INFORMATION SUPPLIED:
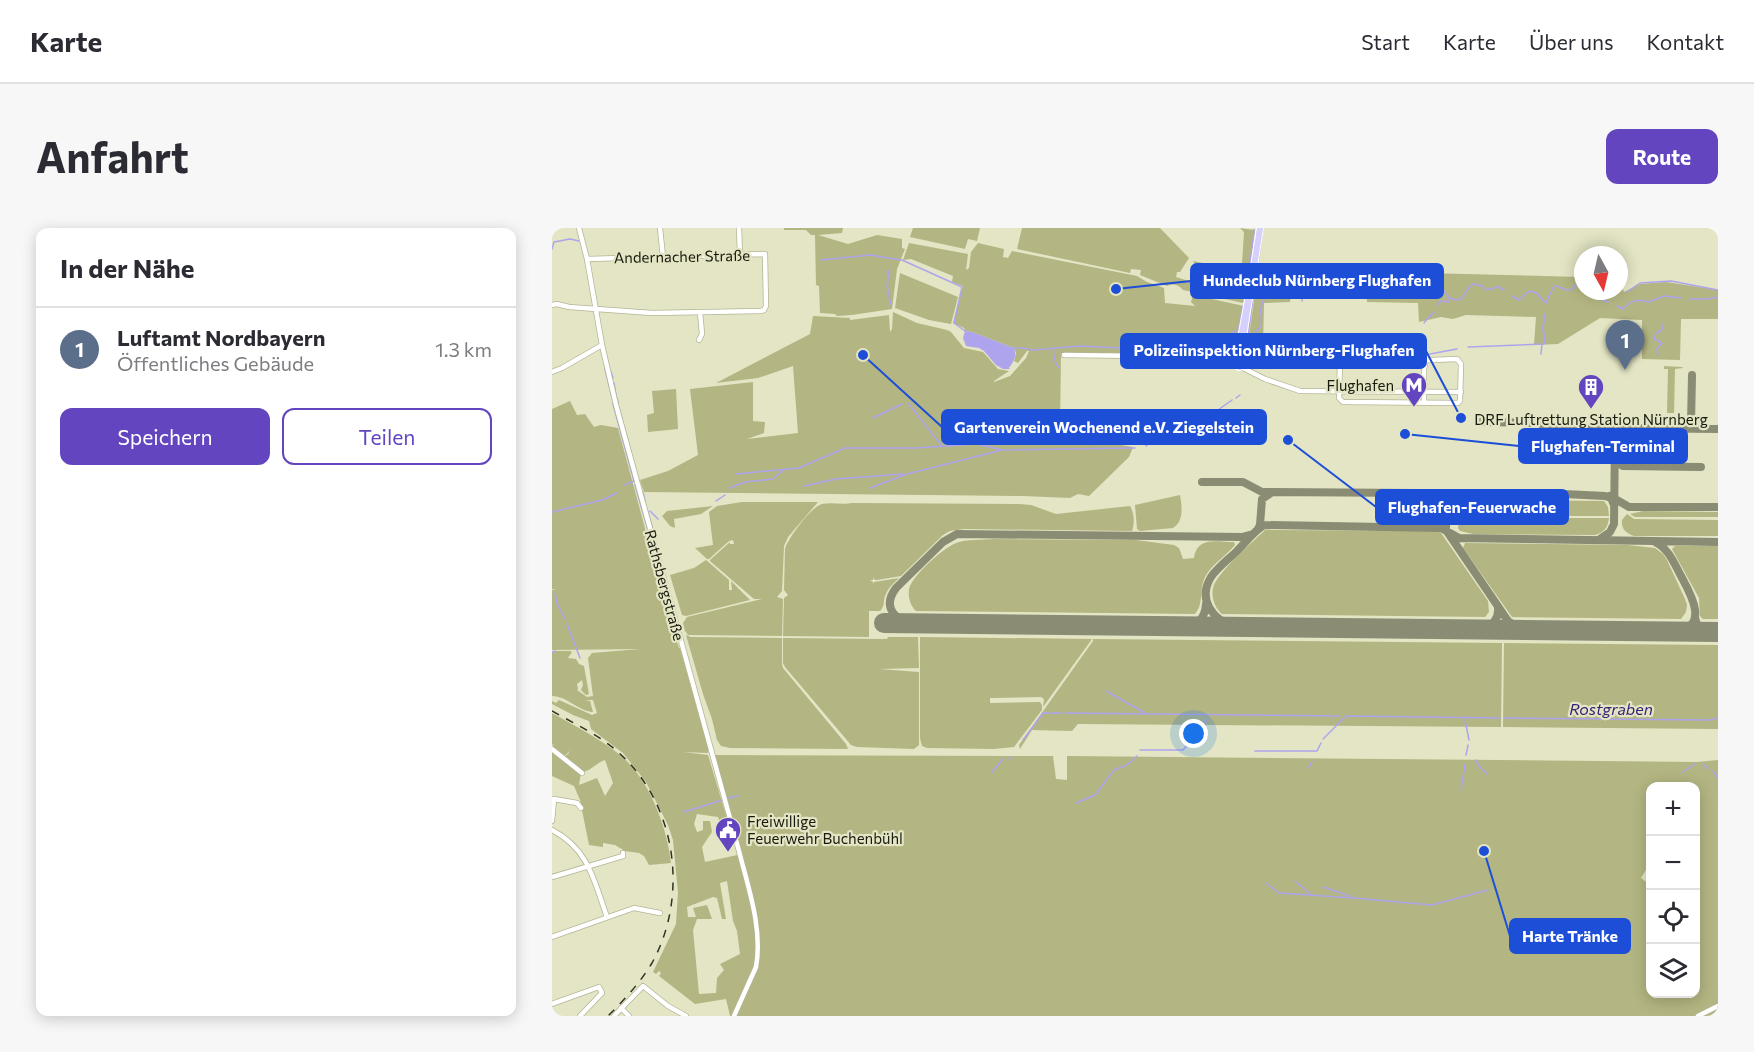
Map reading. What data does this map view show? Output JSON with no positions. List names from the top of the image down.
{
  "streets": {
    "street": ["Andernacher Straße", "Rathsbergstraße"]
  },
  "crossings": [
    ["Andernacher Straße", "Rathsbergstraße"]
  ],
  "water": ["Rostgraben"],
  "places": {
    "other": [
      "Hundeclub Nürnberg Flughafen",
      "Gartenverein Wochenend e.V. Ziegelstein",
      "Polizeiinspektion Nürnberg-Flughafen",
      "Flughafen-Terminal",
      "Flughafen-Feuerwache",
      "Harte Tränke"
    ],
    "metro station": ["Flughafen"],
    "building": ["DRF Luftrettung Station Nürnberg"],
    "public building": ["Freiwillige Feuerwehr Buchenbühl"]
  },
  "north": "bottom",
  "page": {
    "header": "Karte",
    "nav": [
      "Start",
      "Karte",
      "Über uns",
      "Kontakt"
    ],
    "buttons": [
      "Route",
      ["Speichern", "Teilen"]
    ],
    "title": "Anfahrt",
    "heading": "In der Nähe",
    "list": [
      {
        "mark": "1",
        "name": "Luftamt Nordbayern",
        "note": "Öffentliches Gebäude",
        "value": "1.3 km"
      }
    ],
    "pins": "1",
    "map_buttons": ["+", "−"]
  }
}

WHAT YOU SHOULD DO:
Omit the pictures, then copy out all the data exactly as it stands.

SOLUTION:
Map reading. What data does this map view show? Output JSON with no positions. List names from the top of the image down.
{
  "streets": {
    "street": ["Andernacher Straße", "Rathsbergstraße"]
  },
  "crossings": [
    ["Andernacher Straße", "Rathsbergstraße"]
  ],
  "water": ["Rostgraben"],
  "places": {
    "other": [
      "Hundeclub Nürnberg Flughafen",
      "Gartenverein Wochenend e.V. Ziegelstein",
      "Polizeiinspektion Nürnberg-Flughafen",
      "Flughafen-Terminal",
      "Flughafen-Feuerwache",
      "Harte Tränke"
    ],
    "metro station": ["Flughafen"],
    "building": ["DRF Luftrettung Station Nürnberg"],
    "public building": ["Freiwillige Feuerwehr Buchenbühl"]
  },
  "north": "bottom",
  "page": {
    "header": "Karte",
    "nav": [
      "Start",
      "Karte",
      "Über uns",
      "Kontakt"
    ],
    "buttons": [
      "Route",
      ["Speichern", "Teilen"]
    ],
    "title": "Anfahrt",
    "heading": "In der Nähe",
    "list": [
      {
        "mark": "1",
        "name": "Luftamt Nordbayern",
        "note": "Öffentliches Gebäude",
        "value": "1.3 km"
      }
    ],
    "pins": "1",
    "map_buttons": ["+", "−"]
  }
}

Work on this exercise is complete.